While many dispute this figure, civilian casualties in drone strikes are clearly fewer than if massive bombs were used instead.
Armed drones can strike fear in the hearts of America’s adversaries and provide a military edge. But Washington may have to deal with blowback. John Bellinger, a former State Department legal adviser in the George W. Bush administration, worries that drones might “become as internationally maligned as Guantanamo.” Retired Gen. Stanley McChrystal has said that U.S. drone strikes are “hated on a visceral level.”
If drones are perceived as unjust, or if the deaths of innocents are attributed to them, correctly or not, America’s larger strategic objective — defeating al-Qaeda and the ideology that feeds it — could be at risk.
3.Drones allow us to fight wars without danger.
The allure is simple: A drone swoops in while its operator is safe, thousands of miles away, and the precision-guided ordnance hits a target, with little risk to our troops.
But drones should not give us a false sense of security. After all, the intelligence required for targeting may require U.S. boots on the ground. And drone attacks will not improve governance in a nation that offers a haven to terrorists.

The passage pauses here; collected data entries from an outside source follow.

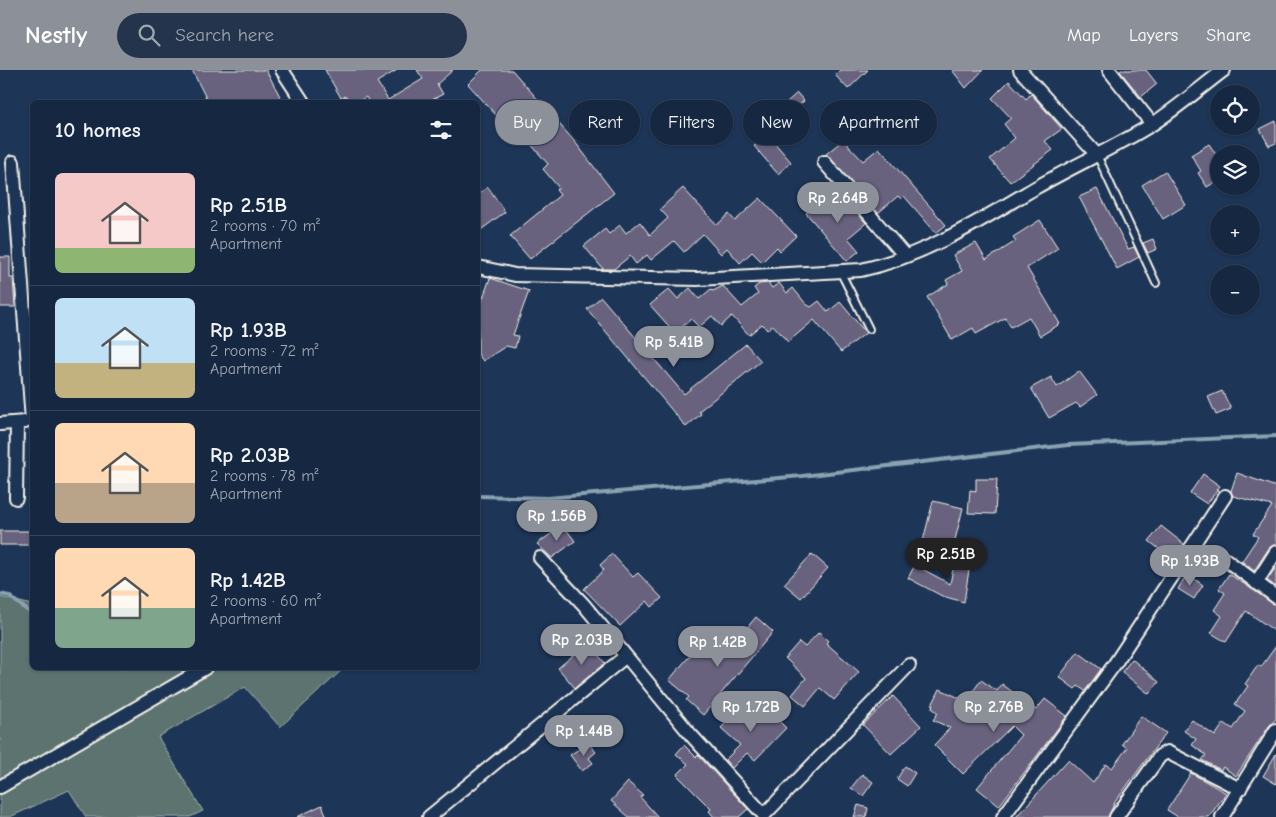 <!DOCTYPE html>
<html lang="en">
<head>
<meta charset="utf-8">
<style>
  body { margin:0; font-family:"Comic Neue",sans-serif; background:#23344c; color:#f1f3f6; height:100vh; display:flex; flex-direction:column; font-size:19px; white-space:nowrap }
  * { box-sizing:border-box; margin:0 }
  p { font-size:16px; color:#9ea6b1 }
  .icon { flex:none; width:28px; height:28px; fill:none; stroke:currentColor; stroke-width:2; stroke-linecap:round; stroke-linejoin:round }
  .map { position:relative; flex:1; overflow:hidden }
  .sheet { position:absolute; left:30px; top:30px; width:450px; height:570px; display:flex; flex-direction:column; background:#162841; border-radius:8px; box-shadow:0 1px 4px #0004,0 0 0 1px #35445a }
  .sheet>* { flex:none }
  .hud { position:absolute; left:495px; top:30px; width:475px; height:45px; display:flex; gap:10px }
  .controls { position:absolute; left:1210px; top:15px; display:grid; gap:10px }
  .controls a { display:grid; place-items:center; width:50px; height:50px; border-radius:50%; background:#162841; box-shadow:0 1px 4px #0004,0 0 0 1px #35445a; font-size:25px }
  .price { position:absolute; translate:-50% -42px; padding:0 11px; border-radius:18px; background:#8c9099; color:#fff; font-size:16px; line-height:32px; filter:drop-shadow(0 1px 2px #0008) }
  .price::after { content:''; position:absolute; left:50%; top:30px; width:15px; height:11px; margin-left:-8px; background:inherit; clip-path:polygon(0 0,100% 0,50% 100%) }
  .price.active { background:#222; color:#fff }
  ul { padding:0; list-style:none }
  li { display:flex; align-items:center; gap:15px; height:125px; padding:0 25px }
  li+li { border-top:1px solid #35445a }
  li span { display:grid; place-items:center; flex:none; width:140px; height:100px; border-radius:8px; color:#555 }
  li>.icon { margin-inline-start:auto }
  span .icon { width:60px; height:60px; fill:#fffc; stroke-width:1 }
  li b { font-size:21px }
  h2 { display:flex; justify-content:space-between; align-items:center; height:60px; padding:0 25px; font-size:21px }
  .tag { padding:0 18px; border-radius:22px; background:#162841; box-shadow:0 1px 4px #0004,0 0 0 1px #35445a; font-size:18px; line-height:45px }
  .tag.active { background:#8c9099; color:#fff }
  header { display:flex; align-items:center; gap:30px; box-sizing:border-box; height:70px; padding:0 25px; background:#8c9099; color:#fff }
  header strong { font-size:24px }
  nav { display:flex; gap:28px; margin-inline-start:auto; font-size:18px }
  .search { width:350px; height:45px; background:#23344c; display:flex; align-items:center; gap:12px; box-sizing:border-box; padding:0 18px; border-radius:28px; color:#9ea6b1; font-size:19px }
  .map>svg:first-child { display:block }
</style>
</head>
<body>
<header>
<strong>Nestly</strong>
<div class="search"><svg class="icon" aria-label="search" viewBox="0 0 24 24"><circle cx="10" cy="10" r="6"/><path d="M15 15l6 6"/></svg>Search here</div>
<nav><a>Map</a><a>Layers</a><a>Share</a></nav>
</header>
<div class="map">
<svg width="1276" height="747" viewBox="0 0 1276 747">
  <rect width="100%" height="100%" fill="#1d3557"/>
  <filter id="ink" filterUnits="userSpaceOnUse"><feTurbulence type="fractalNoise" baseFrequency=".02" numOctaves="2"/><feDisplacementMap in="SourceGraphic" scale="10" xChannelSelector="R" yChannelSelector="G"/><feConvolveMatrix kernelMatrix="1 2 1 2 8 2 1 2 1" color-interpolation-filters="sRGB"/></filter>
  <g filter="url(#ink)">
    <path fill="#5b7370" stroke="#a8b2ac" d="M0,527L32,535V598H344L280,657L245,617L158,667L203,741L190,747H86L69,720L10,747H0Z"/>
    <g fill="none" stroke-linecap="round" stroke-linejoin="round">
      <path stroke="#8aa2b1" stroke-width="4" d="M478,426L548,428L802,406L1068,375L1276,366
        M0,524L9,526L32,544"/>
    </g>
    <path fill="#67627f" stroke="#f4f1e8" d="M192,0H266L283,32H208Z
      M325,0H397L377,12L388,30L423,9L417,0H453L437,14L443,24L428,32H369L366,27L357,32H350L346,26L341,28Z
      M482,0H512L575,72L614,123L530,189L510,166L560,125L556,120L559,118L543,99L548,94L529,72L524,76L468,14Z
      M840,0H868L848,19L835,5Z
      M952,0H983L966,18Z
      M1119,0H1146L1157,14L1141,27Z
      M1009,11L1026,29L1031,24L1062,59L1045,71L1053,80L1010,112L990,89L1015,68L1004,54L1011,48L992,28Z
      M797,23L804,31L793,40L786,33Z
      M1276,51V73L1269,76L1260,59Z
      M768,65L791,92L778,104L754,76Z
      M843,70L863,91L879,78L946,155L936,163L904,126L901,129L898,126L878,143L826,84Z
      M1209,74L1219,89V110L1207,117L1198,103L1201,101L1191,85Z
      M1165,101L1186,135L1163,149L1142,115Z
      M488,117L505,142L478,162V124Z
      M683,118L717,155L729,144L735,151L760,128L796,166L780,181L777,177L762,192L752,182L740,193L727,178L721,184L703,164L684,182L674,171L651,190L647,185L636,194L630,186L614,199H603L584,176L605,159L609,164L620,155L626,163L640,152L650,165L668,148L660,139Z
      M1097,119L1128,179L1134,177L1139,187L1117,199L1079,127Z
      M839,122L866,153L848,168L859,181L847,191L806,143L818,133L822,137Z
      M1040,150L1058,178L1027,198L1060,254L1040,266L1029,247L1011,257L1005,248L976,264L973,258L952,270L927,227L948,214L946,210L962,201L953,185L976,173L986,190L1016,171L1013,167Z
      M1153,169L1157,179L1148,183L1143,173Z
      M0,187H10V208H13L15,237H0Z
      M490,208L529,221L513,265L518,266L515,278L506,276L483,291L478,284V242Z
      M768,213L772,218L779,213L787,223L793,218L806,234L811,237L819,231L828,242L840,232L866,263L841,282L814,250L788,272L773,255L767,260L762,254L749,265L732,246L721,256L712,246L699,257L691,249L675,263L650,235L669,219L678,229L690,218L699,229L711,219L713,221L723,216L742,237L758,224L754,218L759,214Z
      M601,227L684,324L746,274L761,291L699,341L701,344L686,357L587,239Z
      M1079,301L1097,325L1080,337L1076,333L1049,348L1031,318L1051,307L1057,317Z
      M1222,321L1231,339L1216,345L1208,327Z
      M1237,403L1276,417V474L1269,478L1254,501L1242,491L1258,467L1253,464L1272,436L1233,426L1231,421Z
      M1203,404L1220,416L1207,434L1190,423Z
      M976,409H997L995,444L968,443L970,420L976,421Z
      M933,431L963,438L952,482L922,475Z
      M563,455L575,471L552,488L537,474Z
      M1161,456L1184,474L1172,489L1149,471Z
      M0,461H32V475H0Z
      M612,484L633,507L638,503L662,528L652,537L647,531L620,556L584,519L604,500L600,495Z
      M812,484L828,498L801,528L784,514Z
      M956,484L971,487L964,532L942,526L908,508L915,495L950,514Z
      M1276,497V517L1267,510Z
      M1187,504L1203,515L1194,529L1178,519Z
      M1229,504L1276,535V562L1246,541L1226,572L1211,563L1222,546L1214,540L1225,523L1219,519Z
      M756,547L773,562L703,645L686,630L689,627L669,610L699,575L719,591Z
      M819,562L828,571L826,573L859,602L834,630L820,618L805,636L792,625L806,608L785,588L799,572L805,577Z
      M588,573L605,593L575,618L558,598Z
      M1276,576V649L1269,656L1236,706L1223,697L1221,700L1202,690L1206,685L1192,675L1196,669L1184,661L1192,650L1215,666L1224,653L1233,659L1245,641L1235,634L1248,616L1245,614L1258,595L1261,597Z
      M1078,582L1101,599L1085,621L1078,616L1075,619L1059,607Z
      M1132,589L1159,612L1149,624L1122,602Z
      M981,610L997,621L1002,614L1036,640L1045,629L1067,646L999,736L977,718L1021,665L1012,656L963,704L934,675L950,658L933,650L938,643L932,638L933,633L940,619L966,631Z
      M893,626L921,656L891,684L863,655Z
      M744,633L764,651L771,643L786,658L755,690L747,683L732,698L725,690L740,675L721,658Z
      M1141,646L1166,663L1115,732L1108,747H1016L1068,690L1093,713L1106,694L1112,698L1127,678L1122,674Z
      M588,673L596,682L589,688L593,693L582,701L570,685Z
      M684,675L696,687L698,685L748,739L739,747H714L709,741L711,739L677,705L688,694L676,684Z
      M1276,684V714L1263,706Z
      M905,696L915,703L907,716L897,709Z
      M1191,703L1226,723L1209,747H1178L1167,740Z
      M862,704L873,712L863,726L851,718Z
      M628,712L643,725L640,727L658,747H629L611,731Z
      M322,735L327,747H297Z
      M858,735L868,738L866,747H854Z"/>
    <g fill="none" stroke-linecap="round" stroke-linejoin="round">
      <defs>
        <path id="service" d="M1097,85L1156,213
          M840,201L869,259"/>
        <path id="minor" d="M282,0L303,32
          M1020,0L1097,85
          M1109,0L1152,54
          M13,92L32,351
          M824,92L905,186
          M478,197L515,205L697,209L861,200C924,186 980,151 1035,118C1073,96 1114,78 1151,55C1176,39 1200,18 1224,0
          M0,354L25,352
          M16,428L17,353
          M540,488L584,535L691,665L764,745L909,595
          M1226,490L1276,527
          M1256,513L1276,482
          M0,717L205,598
          M429,747L626,586
          M1003,747L1114,595L1225,426
          M1116,747L1160,686L1167,682L1240,719
          M1222,747L1276,660"/>
      </defs>
      <use href="#service" stroke="#f4f1e8" stroke-width="10"/>
      <use href="#minor" stroke="#f4f1e8" stroke-width="16"/>
      <use href="#service" stroke="#1d3557" stroke-width="6"/>
      <use href="#minor" stroke="#1d3557" stroke-width="12"/>
    </g>
  </g>
</svg>
<div class="controls">
<a><svg class="icon" aria-label="locate" viewBox="0 0 24 24"><circle cx="12" cy="12" r="6"/><path d="M12 2v4M12 18v4M2 12h4M18 12h4"/></svg></a>
<a><svg class="icon" aria-label="layers" viewBox="0 0 24 24"><path d="M12 4l9 5-9 5-9-5zM3 14l9 5 9-5"/></svg></a>
<a>+</a>
<a>−</a>
</div>
<b class="price" style="left:838px;top:154px">Rp 2.64B</b>
<b class="price" style="left:674px;top:298px">Rp 5.41B</b>
<b class="price" style="left:557px;top:472px">Rp 1.56B</b>
<b class="price active" style="left:946px;top:510px">Rp 2.51B</b>
<b class="price" style="left:1190px;top:517px">Rp 1.93B</b>
<b class="price" style="left:582px;top:596px">Rp 2.03B</b>
<b class="price" style="left:718px;top:598px">Rp 1.42B</b>
<b class="price" style="left:751px;top:663px">Rp 1.72B</b>
<b class="price" style="left:994px;top:663px">Rp 2.76B</b>
<b class="price" style="left:584px;top:687px">Rp 1.44B</b>
<div class="hud">
<a class="tag active">Buy</a>
<a class="tag">Rent</a>
<a class="tag">Filters</a>
<a class="tag">New</a>
<a class="tag">Apartment</a>
</div>
<section class="sheet">
<h2>10 homes<svg class="icon" aria-label="filters" viewBox="0 0 24 24"><path d="M4 7h16M4 17h16"/><circle cx="9" cy="7" r="2"/><circle cx="15" cy="17" r="2"/></svg></h2>
<ul>
<li><span style="background:linear-gradient(#f6c9c9 75%,#8fb573 0)"><svg class="icon" aria-label="home" viewBox="0 0 24 24"><path d="M3 11l9-7 9 7M6 9v11h12V9"/></svg></span><div><b>Rp 2.51B</b><p>2 rooms · 70 m²</p><p>Apartment</p></div></li>
<li><span style="background:linear-gradient(#bfe0f5 65%,#c2b280 0)"><svg class="icon" aria-label="home" viewBox="0 0 24 24"><path d="M3 11l9-7 9 7M6 9v11h12V9"/></svg></span><div><b>Rp 1.93B</b><p>2 rooms · 72 m²</p><p>Apartment</p></div></li>
<li><span style="background:linear-gradient(#ffd9b3 60%,#b9a48a 0)"><svg class="icon" aria-label="home" viewBox="0 0 24 24"><path d="M3 11l9-7 9 7M6 9v11h12V9"/></svg></span><div><b>Rp 2.03B</b><p>2 rooms · 78 m²</p><p>Apartment</p></div></li>
<li><span style="background:linear-gradient(#ffd9b3 60%,#7fa58c 0)"><svg class="icon" aria-label="home" viewBox="0 0 24 24"><path d="M3 11l9-7 9 7M6 9v11h12V9"/></svg></span><div><b>Rp 1.42B</b><p>2 rooms · 60 m²</p><p>Apartment</p></div></li>
</ul>
</section>
</div>
</body>
</html>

Yes, drones can attack a target accurately, quickly and stealthily while reducing the danger to the pilot. But they cannot train foreign troops, engage with tribal leaders or strengthen local governments — the centers of gravity in most U.S. conflicts today. The exaggerated promise of drones risks substituting targeting for strategy.
4. Drones are technologically complex weapons that only rich nations can afford.
Armed drones are neither as simple as model airplanes nor as complex as high-performance fighter jets. Of course, a remote-controlled helicopter that you can build in your garage is certainly not as capable as the $26.8 million MQ-9 Reaper, the primary U.S. hunter-killer drone. But drones are much less expensive than fighter aircraft, and in an age of increasing austerity, it is tempting for nations to consider replacing jet fleets with armed drones.
More than 50 countries operate surveillance drones, and armed drones will quickly become standard in military arsenals. The challenge is to consider what international rules, if any, should govern the use of armed drones. The United States is setting the precedent; our approach may define the global rules of engagement. Of course, we cannot expect other nations to adopt the oversight and restrictions we have. What doors are we opening for other nations’ use of drones? What happens when terrorist groups acquire them? The United States must prepare for being the prey, not just the predator.
5. Obama will be remembered as the drone president.
The attacks of Sept. 11, 2001, and the wars in Afghanistan and Iraq compelled the United States to boost the speed and accuracy with which it targets terrorists. But it was not until the Obama administration that U.S. technology and intelligence caught up with the need to take down terrorist networks rather than just individual leaders. As a result, there have been three to six times more drone strikes under Obama than under Bush.
While the use of drone warfare has come of age under Obama, whether he comes to be defined by this weapon is very much a political question. The tool kit of the war on terror includes far more than armed drones, but for a modern president, perception is reality. Drone strikes generate enormous controversy. For some, even the nomination of John Brennan — the public face of the administration’s drone program — to run the CIA indicates the centrality of drones to an “Obama Doctrine.”
In his Senate confirmation hearing Thursday, Brennan emphasized his commitment to Congress’s oversight of overt and covert programs. It will remain critical for him and the White House to continue to articulate their overall approach to combating terrorism, making the case that drones are part of the strategy, not a substitute for it.